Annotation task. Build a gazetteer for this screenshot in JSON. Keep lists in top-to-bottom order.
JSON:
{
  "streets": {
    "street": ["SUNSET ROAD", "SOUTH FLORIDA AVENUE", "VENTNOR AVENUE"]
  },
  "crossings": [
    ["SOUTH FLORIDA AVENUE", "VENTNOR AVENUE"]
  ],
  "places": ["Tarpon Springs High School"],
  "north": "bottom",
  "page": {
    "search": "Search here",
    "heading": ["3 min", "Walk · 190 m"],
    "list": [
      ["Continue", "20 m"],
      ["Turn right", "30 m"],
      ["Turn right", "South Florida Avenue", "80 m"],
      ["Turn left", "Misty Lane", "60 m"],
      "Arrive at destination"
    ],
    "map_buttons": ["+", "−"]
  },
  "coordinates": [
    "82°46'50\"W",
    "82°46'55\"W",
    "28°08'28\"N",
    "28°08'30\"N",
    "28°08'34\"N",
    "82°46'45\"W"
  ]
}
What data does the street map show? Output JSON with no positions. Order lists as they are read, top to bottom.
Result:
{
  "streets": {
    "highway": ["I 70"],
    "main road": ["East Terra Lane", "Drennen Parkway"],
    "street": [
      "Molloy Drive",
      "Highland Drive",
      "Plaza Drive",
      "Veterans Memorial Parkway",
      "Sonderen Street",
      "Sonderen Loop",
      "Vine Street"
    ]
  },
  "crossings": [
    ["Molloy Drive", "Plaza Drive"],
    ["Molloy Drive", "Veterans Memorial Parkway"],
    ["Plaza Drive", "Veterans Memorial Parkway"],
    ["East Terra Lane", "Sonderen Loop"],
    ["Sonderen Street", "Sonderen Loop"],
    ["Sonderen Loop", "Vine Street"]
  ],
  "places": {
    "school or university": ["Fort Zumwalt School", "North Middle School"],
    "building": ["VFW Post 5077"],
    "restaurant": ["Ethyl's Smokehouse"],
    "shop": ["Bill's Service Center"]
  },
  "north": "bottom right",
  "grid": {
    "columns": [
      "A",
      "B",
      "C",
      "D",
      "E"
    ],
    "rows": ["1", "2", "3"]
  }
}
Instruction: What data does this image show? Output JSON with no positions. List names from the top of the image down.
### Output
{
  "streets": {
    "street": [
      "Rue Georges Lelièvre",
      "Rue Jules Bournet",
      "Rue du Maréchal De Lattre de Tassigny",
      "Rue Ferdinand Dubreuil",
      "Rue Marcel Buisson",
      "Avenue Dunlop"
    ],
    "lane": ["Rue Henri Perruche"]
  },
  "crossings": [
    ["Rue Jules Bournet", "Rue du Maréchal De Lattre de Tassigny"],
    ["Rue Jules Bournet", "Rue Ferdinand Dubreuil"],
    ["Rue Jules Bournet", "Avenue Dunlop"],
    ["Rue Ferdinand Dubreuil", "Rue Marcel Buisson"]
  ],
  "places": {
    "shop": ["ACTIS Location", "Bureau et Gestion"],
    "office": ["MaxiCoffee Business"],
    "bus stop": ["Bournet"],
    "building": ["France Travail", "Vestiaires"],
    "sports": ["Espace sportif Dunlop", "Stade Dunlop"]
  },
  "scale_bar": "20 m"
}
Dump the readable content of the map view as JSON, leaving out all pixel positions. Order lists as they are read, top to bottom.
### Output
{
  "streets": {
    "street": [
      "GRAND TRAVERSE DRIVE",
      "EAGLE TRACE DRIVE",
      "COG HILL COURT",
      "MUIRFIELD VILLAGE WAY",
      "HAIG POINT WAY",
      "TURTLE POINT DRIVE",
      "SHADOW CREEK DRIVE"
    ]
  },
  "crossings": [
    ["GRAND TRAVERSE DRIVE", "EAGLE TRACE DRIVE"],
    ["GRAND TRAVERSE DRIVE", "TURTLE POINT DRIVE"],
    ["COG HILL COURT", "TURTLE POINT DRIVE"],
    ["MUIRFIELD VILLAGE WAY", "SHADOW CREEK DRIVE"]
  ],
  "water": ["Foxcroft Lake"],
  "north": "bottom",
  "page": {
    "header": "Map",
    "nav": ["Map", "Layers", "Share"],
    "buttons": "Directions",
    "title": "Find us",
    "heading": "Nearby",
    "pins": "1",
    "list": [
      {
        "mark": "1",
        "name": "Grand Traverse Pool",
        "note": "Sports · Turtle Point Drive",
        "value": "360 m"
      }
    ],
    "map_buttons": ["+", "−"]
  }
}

__________

**ACTIVITY**: Please transcribe the material above in full, keeping every character intact.

**OUTPUT OF THE EXERCISE**:
Annotation task. Build a gazetteer for this screenshot in JSON. Keep lists in top-to-bottom order.
JSON:
{
  "streets": {
    "street": ["SUNSET ROAD", "SOUTH FLORIDA AVENUE", "VENTNOR AVENUE"]
  },
  "crossings": [
    ["SOUTH FLORIDA AVENUE", "VENTNOR AVENUE"]
  ],
  "places": ["Tarpon Springs High School"],
  "north": "bottom",
  "page": {
    "search": "Search here",
    "heading": ["3 min", "Walk · 190 m"],
    "list": [
      ["Continue", "20 m"],
      ["Turn right", "30 m"],
      ["Turn right", "South Florida Avenue", "80 m"],
      ["Turn left", "Misty Lane", "60 m"],
      "Arrive at destination"
    ],
    "map_buttons": ["+", "−"]
  },
  "coordinates": [
    "82°46'50\"W",
    "82°46'55\"W",
    "28°08'28\"N",
    "28°08'30\"N",
    "28°08'34\"N",
    "82°46'45\"W"
  ]
}
What data does the street map show? Output JSON with no positions. Order lists as they are read, top to bottom.
Result:
{
  "streets": {
    "highway": ["I 70"],
    "main road": ["East Terra Lane", "Drennen Parkway"],
    "street": [
      "Molloy Drive",
      "Highland Drive",
      "Plaza Drive",
      "Veterans Memorial Parkway",
      "Sonderen Street",
      "Sonderen Loop",
      "Vine Street"
    ]
  },
  "crossings": [
    ["Molloy Drive", "Plaza Drive"],
    ["Molloy Drive", "Veterans Memorial Parkway"],
    ["Plaza Drive", "Veterans Memorial Parkway"],
    ["East Terra Lane", "Sonderen Loop"],
    ["Sonderen Street", "Sonderen Loop"],
    ["Sonderen Loop", "Vine Street"]
  ],
  "places": {
    "school or university": ["Fort Zumwalt School", "North Middle School"],
    "building": ["VFW Post 5077"],
    "restaurant": ["Ethyl's Smokehouse"],
    "shop": ["Bill's Service Center"]
  },
  "north": "bottom right",
  "grid": {
    "columns": [
      "A",
      "B",
      "C",
      "D",
      "E"
    ],
    "rows": ["1", "2", "3"]
  }
}
Instruction: What data does this image show? Output JSON with no positions. List names from the top of the image down.
### Output
{
  "streets": {
    "street": [
      "Rue Georges Lelièvre",
      "Rue Jules Bournet",
      "Rue du Maréchal De Lattre de Tassigny",
      "Rue Ferdinand Dubreuil",
      "Rue Marcel Buisson",
      "Avenue Dunlop"
    ],
    "lane": ["Rue Henri Perruche"]
  },
  "crossings": [
    ["Rue Jules Bournet", "Rue du Maréchal De Lattre de Tassigny"],
    ["Rue Jules Bournet", "Rue Ferdinand Dubreuil"],
    ["Rue Jules Bournet", "Avenue Dunlop"],
    ["Rue Ferdinand Dubreuil", "Rue Marcel Buisson"]
  ],
  "places": {
    "shop": ["ACTIS Location", "Bureau et Gestion"],
    "office": ["MaxiCoffee Business"],
    "bus stop": ["Bournet"],
    "building": ["France Travail", "Vestiaires"],
    "sports": ["Espace sportif Dunlop", "Stade Dunlop"]
  },
  "scale_bar": "20 m"
}
Dump the readable content of the map view as JSON, leaving out all pixel positions. Order lists as they are read, top to bottom.
### Output
{
  "streets": {
    "street": [
      "GRAND TRAVERSE DRIVE",
      "EAGLE TRACE DRIVE",
      "COG HILL COURT",
      "MUIRFIELD VILLAGE WAY",
      "HAIG POINT WAY",
      "TURTLE POINT DRIVE",
      "SHADOW CREEK DRIVE"
    ]
  },
  "crossings": [
    ["GRAND TRAVERSE DRIVE", "EAGLE TRACE DRIVE"],
    ["GRAND TRAVERSE DRIVE", "TURTLE POINT DRIVE"],
    ["COG HILL COURT", "TURTLE POINT DRIVE"],
    ["MUIRFIELD VILLAGE WAY", "SHADOW CREEK DRIVE"]
  ],
  "water": ["Foxcroft Lake"],
  "north": "bottom",
  "page": {
    "header": "Map",
    "nav": ["Map", "Layers", "Share"],
    "buttons": "Directions",
    "title": "Find us",
    "heading": "Nearby",
    "pins": "1",
    "list": [
      {
        "mark": "1",
        "name": "Grand Traverse Pool",
        "note": "Sports · Turtle Point Drive",
        "value": "360 m"
      }
    ],
    "map_buttons": ["+", "−"]
  }
}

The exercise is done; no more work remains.